What is Necessary? Part 3, The Bible


2 Timothy 3.15-17 (CEB)
Since childhood you have known the holy scriptures that help you to be wise in a way that leads to salvation through faith that is in Christ Jesus. Every scripture is inspired by God and is useful for teaching, for showing mistakes, for correcting, and for training character, so that the person who belongs to God can be equipped to do everything that is good.

Romans 10.17 (NIV)
Consequently, faith comes from hearing the message, and the message is heard through the word about Christ.

During part two of our What is Necessary? series last week we discussed “the gospel.” We looked at the history of the word “gospel,” from the Greek Evangelion, which loosely means “good news.” We learned that “good news” was the Roman Empire’s term for the information its orators, called evangelists, distributed throughout the Empire. The term “gospel” was usurped by early followers of Jesus to both protest the Empire and proclaim the real good news of Jesus Christ: that God and human are inseparable.

From there we discussed several interpretations of the good news written about Jesus in the gospels of Mark, Matthew, Luke, and John, and the gospel Jesus teaches and lives, which reveals God’s all-inclusive, vision-changing, soul-awakening love, infinitely and intimately bound together in the flesh of the universe.

We can discuss our ideas about “the gospel of Jesus Christ” because stories about him and the history of his Jewish people have been preserved for thousands of years, first orally, then later in written documents. Many of these are collected in the Bible. Others are preserved in extra-biblical texts. Hundreds of fragments from ancient versions of scripture are still being discovered around the world today.

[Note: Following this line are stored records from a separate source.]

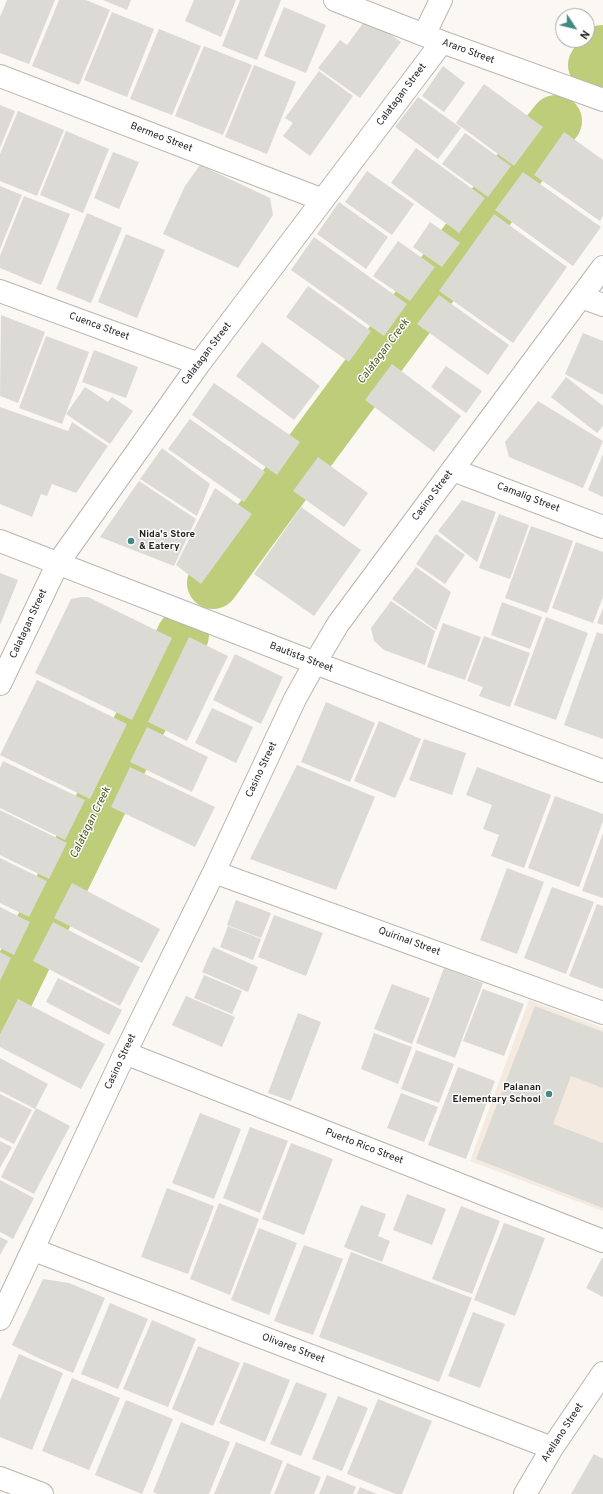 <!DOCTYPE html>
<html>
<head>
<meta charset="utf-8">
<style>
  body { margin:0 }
  #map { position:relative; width:603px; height:1494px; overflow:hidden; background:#fbf7f2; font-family:Overpass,sans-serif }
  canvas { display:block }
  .north { position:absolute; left:555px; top:8px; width:40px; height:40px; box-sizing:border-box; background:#fff; border:1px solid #a6a5a5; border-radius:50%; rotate:125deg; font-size:11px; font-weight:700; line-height:16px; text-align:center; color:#211f1e }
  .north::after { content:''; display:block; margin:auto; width:14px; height:18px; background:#438a84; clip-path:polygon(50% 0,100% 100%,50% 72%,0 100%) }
</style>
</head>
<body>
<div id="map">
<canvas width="603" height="1494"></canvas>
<div class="north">N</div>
</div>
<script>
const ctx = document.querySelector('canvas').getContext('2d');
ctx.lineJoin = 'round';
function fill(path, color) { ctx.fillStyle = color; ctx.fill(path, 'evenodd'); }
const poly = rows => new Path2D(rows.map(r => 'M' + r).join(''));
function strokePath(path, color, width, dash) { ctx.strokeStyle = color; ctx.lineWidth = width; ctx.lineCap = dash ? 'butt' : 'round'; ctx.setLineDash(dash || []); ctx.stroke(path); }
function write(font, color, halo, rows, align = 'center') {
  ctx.font = font + ' Overpass,sans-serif'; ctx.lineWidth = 3; ctx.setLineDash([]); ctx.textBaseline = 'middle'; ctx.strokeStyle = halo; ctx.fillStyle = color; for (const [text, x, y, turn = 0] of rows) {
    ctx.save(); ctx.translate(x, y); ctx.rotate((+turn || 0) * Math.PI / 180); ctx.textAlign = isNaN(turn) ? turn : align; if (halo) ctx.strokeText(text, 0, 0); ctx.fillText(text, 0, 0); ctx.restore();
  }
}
fill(poly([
  [529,1000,603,1028,603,1211,470,1161]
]), '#f4eadf');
strokePath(poly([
  [594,65,603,51],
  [213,583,275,498,530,154,556,121],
  [0,1011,183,635]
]), '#bdcd7a', 52);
fill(poly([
  [7,0,55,0,29,64,0,53,0,17],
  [59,0,86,0,110,10,79,85,32,66],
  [103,0,131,0,127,10],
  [194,0,236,0,221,37,185,21],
  [240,0,281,0,257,60,222,46],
  [284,7,326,25,306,73,264,56],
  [112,12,154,29,127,97,84,80],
  [367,18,401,42,360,98,318,68,340,40,347,45],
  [159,29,201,46,172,115,130,99],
  [204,46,252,65,223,135,175,116],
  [254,65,296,82,267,154,225,137],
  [443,66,465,83,444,112,422,96],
  [319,71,353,96,310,156,283,136,293,123,285,118],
  [484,84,543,127,514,166,456,123],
  [418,97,461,128,438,159,395,127],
  [0,105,15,111,0,148],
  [18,111,64,130,37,196,0,181,0,154],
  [66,131,109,149,83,213,40,195],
  [564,132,603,160,603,216,600,221,534,175],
  [465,133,511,166,488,197,442,164],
  [416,148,485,198,459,233,391,183],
  [113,152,139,162,119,209,94,198],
  [200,165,270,198,273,215,238,268,163,234,185,186],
  [367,171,414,204,392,235,345,202],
  [523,172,601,227,573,266,495,210],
  [0,186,22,195,0,249],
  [24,196,70,214,41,285,0,268,0,256],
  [339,202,388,237,366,269,317,234],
  [87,213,122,228,91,303,56,289],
  [494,214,567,267,513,343,439,291],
  [430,222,460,243,442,267,413,247],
  [126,234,165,250,137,318,98,302],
  [314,237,407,304,384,336,291,270],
  [398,241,435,267,410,301,373,276],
  [308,286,371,331,349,362,286,317],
  [439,295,509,345,488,375,417,324],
  [1,315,45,332,18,403,0,396],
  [583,333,603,341,603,395,565,374],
  [46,336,89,352,62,424,19,408],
  [262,342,320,386,294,420,236,376],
  [94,350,138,367,126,398,82,382],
  [392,364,461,416,434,452,365,400],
  [446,366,482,391,466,413,431,387],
  [566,377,603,406,603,426,597,433,551,397],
  [214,383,300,442,277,475,192,415],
  [85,387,108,402,112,397,133,411,110,444,66,414],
  [538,401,603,441,583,488,509,457,505,442],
  [0,407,68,431,72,422,108,446,76,493,52,484,47,496,41,494,32,517,0,504],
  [190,419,265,472,244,502,168,449],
  [162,448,210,484,197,516,140,479],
  [603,454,603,497,588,490],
  [318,457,368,493,344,527,293,491],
  [139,481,196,519,174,566,100,537],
  [215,488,252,514,201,584,176,565],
  [462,500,496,512,477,562,438,531],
  [301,507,361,550,314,616,254,574],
  [499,514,529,525,510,579,479,568],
  [531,526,573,541,547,613,505,598],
  [436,534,465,555,445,584,416,564],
  [576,542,603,552,603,597,593,623,552,608],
  [416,567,451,592,436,630,392,599],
  [0,573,18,580,0,625],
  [81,597,88,597,172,638,132,720,35,673,71,599],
  [391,601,435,631,425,665,384,650,374,641,371,628],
  [502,602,542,617,530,649,491,635],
  [603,608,603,625,597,623],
  [546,617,588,633,556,720,514,705],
  [443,623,481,637,465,680,427,667],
  [597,632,603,634,603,739,564,725],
  [484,636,530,653,510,707,479,696,483,687,467,681],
  [189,637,228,656,187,741,148,722],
  [235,654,283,677,261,724,213,700],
  [37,680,127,724,90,799,0,755],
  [326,702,375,723,350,782,301,762],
  [212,708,253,727,236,763,195,743],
  [379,721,421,739,395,798,354,781],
  [147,727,208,757,192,792,130,762],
  [424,739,466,753,452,795,409,780],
  [3,761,85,800,65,840,0,808,0,768],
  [297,765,375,797,336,890,250,859],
  [130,767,215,807,195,847,111,807],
  [477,767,551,795,524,868,491,856,499,835,483,829,492,805,466,795],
  [555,796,603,814,603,821,579,887,528,868],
  [0,810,67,843,49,879,0,855],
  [603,833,603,898,582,891],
  [0,858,47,881,29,917,0,903],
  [507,868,544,882,517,954,480,940],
  [72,883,160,929,142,963,54,918],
  [552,887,594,902,566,974,524,958],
  [236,900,271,913,261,938,227,925],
  [597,904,603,906,603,989,569,976],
  [0,907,30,922,14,955,0,948],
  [274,915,323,933,306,976,258,957],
  [53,922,140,967,120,1006,33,961],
  [228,926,261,939,253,960,220,947],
  [213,947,258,967,248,992,202,972],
  [0,952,11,958,0,981],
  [444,968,483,983,455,1058,416,1043],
  [204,975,242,991,232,1014,194,998],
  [58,978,122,1010,109,1035,46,1002],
  [392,984,430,998,412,1044,374,1029],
  [483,989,524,1004,504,1056,463,1041],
  [186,996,235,1017,222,1047,172,1025],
  [18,999,105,1044,81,1089,0,1047,0,1034],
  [535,1006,603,1032,603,1088,571,1076,553,1124,603,1143,603,1208,476,1159],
  [298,1013,321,1022,291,1101,268,1093],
  [374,1033,412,1047,398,1084,361,1069],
  [416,1050,454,1064,439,1103,401,1089],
  [0,1058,48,1084,35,1109,0,1091],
  [458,1067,495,1081,466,1159,428,1145],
  [401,1093,438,1107,424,1142,387,1128],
  [0,1094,32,1110,14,1144,0,1137],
  [36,1108,70,1126,34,1194,1,1177],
  [200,1113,241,1129,214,1199,172,1183],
  [250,1127,288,1141,260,1213,223,1198],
  [0,1141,12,1147,0,1168],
  [291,1143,333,1159,304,1235,262,1219],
  [0,1180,34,1198,13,1239,0,1232],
  [167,1188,214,1206,188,1274,141,1257],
  [407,1194,446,1209,432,1245,393,1230],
  [219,1203,259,1219,230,1295,190,1279],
  [361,1205,386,1214,378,1236,390,1241,382,1262,344,1247],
  [461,1206,500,1221,472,1294,432,1279],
  [504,1223,545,1238,515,1316,474,1300],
  [259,1228,297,1243,269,1315,231,1300],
  [0,1237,8,1241,0,1255],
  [304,1245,343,1259,313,1335,274,1321],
  [351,1252,472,1298,439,1382,319,1337],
  [602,1258,603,1258,603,1297,586,1288],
  [43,1279,69,1283,105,1298,73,1373,38,1358,12,1345],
  [110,1303,148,1319,118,1389,81,1374],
  [473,1312,505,1324,480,1388,448,1376],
  [152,1320,196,1339,168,1407,123,1389],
  [198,1346,240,1363,213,1426,172,1409],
  [19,1354,63,1373,32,1450,0,1437,0,1400],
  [244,1362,290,1380,265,1442,219,1423],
  [72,1378,120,1398,89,1470,42,1451],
  [296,1382,327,1394,301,1456,270,1444],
  [338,1396,368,1408,342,1471,312,1459],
  [378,1399,432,1421,402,1494,396,1494,347,1474],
  [126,1400,173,1419,142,1494,95,1475],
  [181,1422,230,1442,209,1494,158,1494,153,1492],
  [236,1442,283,1461,270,1494,214,1494],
  [594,1454,603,1459,603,1494,571,1494],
  [287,1463,321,1477,314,1494,274,1494],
  [327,1475,356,1487,353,1494,319,1494],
  [360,1487,377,1494,357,1494]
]), '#dcdad4');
const minor = poly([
  [335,0,442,42,603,100],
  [424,35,441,0],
  [0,76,323,200],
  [0,291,199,364],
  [581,297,603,305],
  [453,470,603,527],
  [0,541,315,663,603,771],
  [0,684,58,563,199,364,442,42],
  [214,872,603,1013],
  [125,1053,603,1241],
  [34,1250,552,1448],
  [0,1319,125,1053,214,872,295,699,315,663,338,624,603,267],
  [0,1478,42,1494],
  [525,1494,552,1448,603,1373]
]);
strokePath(minor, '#bab5b1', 24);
strokePath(minor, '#fff', 22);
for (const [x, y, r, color] of [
  [131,541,4,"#438a84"],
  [549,1094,4,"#438a84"]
]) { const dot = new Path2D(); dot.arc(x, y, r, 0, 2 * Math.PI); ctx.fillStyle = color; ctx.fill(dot); strokePath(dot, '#fff', 1.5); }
write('10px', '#211f1e', '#fff', [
  ["Araro Street",468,52,20],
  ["Calatagan Street",402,95,-53],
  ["Bermeo Street",161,138,21],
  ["Cuenca Street",99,327,20],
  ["Calatagan Street",207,354,-53],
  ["Casino Street",433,496,-53],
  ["Camalig Street",528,498,21],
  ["Calatagan Street",29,624,-65],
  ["Bautista Street",301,658,21],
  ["Casino Street",262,770,-65],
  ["Quirinal Street",409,942,20],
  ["Casino Street",121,1062,-65],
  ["Puerto Rico Street",364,1147,21],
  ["Olivares Street",293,1349,21],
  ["Arellano Street",563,1433,-57]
]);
write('bold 10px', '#211f1e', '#fff', [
  ["Nida's Store",139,535],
  ["& Eatery",139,547],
  ["Palanan",541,1088,"right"],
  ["Elementary School",541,1100,"right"]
], 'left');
write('italic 11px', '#4b5519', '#fff', [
  ["Calatagan Creek",384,352,-53],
  ["Calatagan Creek",91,823,-64]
]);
</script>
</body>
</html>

The Bible is a collaborative work. For thousands of years, every story in The Bible was written and rewritten by many hands and retold by many voices. The diverse documents in the Bible are recollections of a people’s heritage and their faithful perseverance as they develop a social identity. In the Bible, we read the ancient Jewish people’s questions and answers about community, the nature of God, God’s interaction with humans, the origins of the universe, and other existential questions we still ponder today.

The Bible we use today is a collection of these ancient musings. It contains letters to and from people asking timeless questions that profoundly affect the way we view ourselves, each other, and our planet. The Bible includes short morality tales akin to Aesop’s Fables, commonly called parables; letters to and from people and faith communities; and epics like Genesis and Revelation. 

The people in the Bible wrestle with the consequences of their actions, just like us. They wonder why bad things happen to good people. They struggle with civil justice and imagine a God of ultimate righteousness, upon whose idealized, perfect actions they base their own civic ordinances.

The Bible reveals our struggle to understand the chaos in our lives and our hope that there is some benevolent force providing comfort in the darkest days of our souls. The Bible also reveals the need for the answers to our quests to remain fluid. From Genesis to Revelation, we see a transition in human thinking from a God and society of retributive justice to a God of forgiveness, and a world of peace, an ideal literally embodied in the parables of and about Jesus Christ.

The original Hebrew Bible upon which our Bible is based was a living document. The Rabbis in charge resisted writing anything down because they were afraid that once written, the open dialogue about God, the meaning of life, and the Jewish people’s place in the cosmos, would be forgotten. Ancient people gave writing intense authority. The ability to read and write beyond the basics was rare, so written documents carried tremendous weight.

Initially, these stories so many people now call “The Word of God,” were not holy, untouchable, infallible, God-scribed magical tomes, but were, instead, understood as words about God. A conversation. Scripture is a breathtaking example of human creativity full of our musings, ramblings, contradictions, hopes, dreams, disappointments, and jubilations. These stories were intended to inspire, not to be sanctified.

The Bible is an incredible collection of ancient thought, and we are fortunate to have the compilation available today. We should remember, though, that it was assembled in a highly charged political environment in the 4thCentury, by a bunch of Western Europeans who woefully misunderstood the Middle Eastern context of The Bible and did precisely what the Rabbis warned against: they glorified the texts.

In America, today, glorifying the Bible is still part and parcel of many denominational creeds. In fact, I would say that for many Christians, the Bible is more important than Christ.

For example, in my recent travels, I stumbled upon one of those little Christian cards that drop out of used books or pants pockets. These cards present a version of the gospel that is affirmed by many American Christians, even though many others (myself included) reject this particular Christian brand.

I suspect we’ve all at least heard this language before. Perhaps in the past, some of us have used this language to describe our relationship with God. Try to read the card without emotion and judgment. It is one interpretation of one Biblical theme. In keeping with our rabbinical tradition, let’s enter into conversation with it and see what our souls reveal.

Question: Knowing what you do about the gospel and the Bible, if you could write “The Gospel According to (Your Name),” what would it say?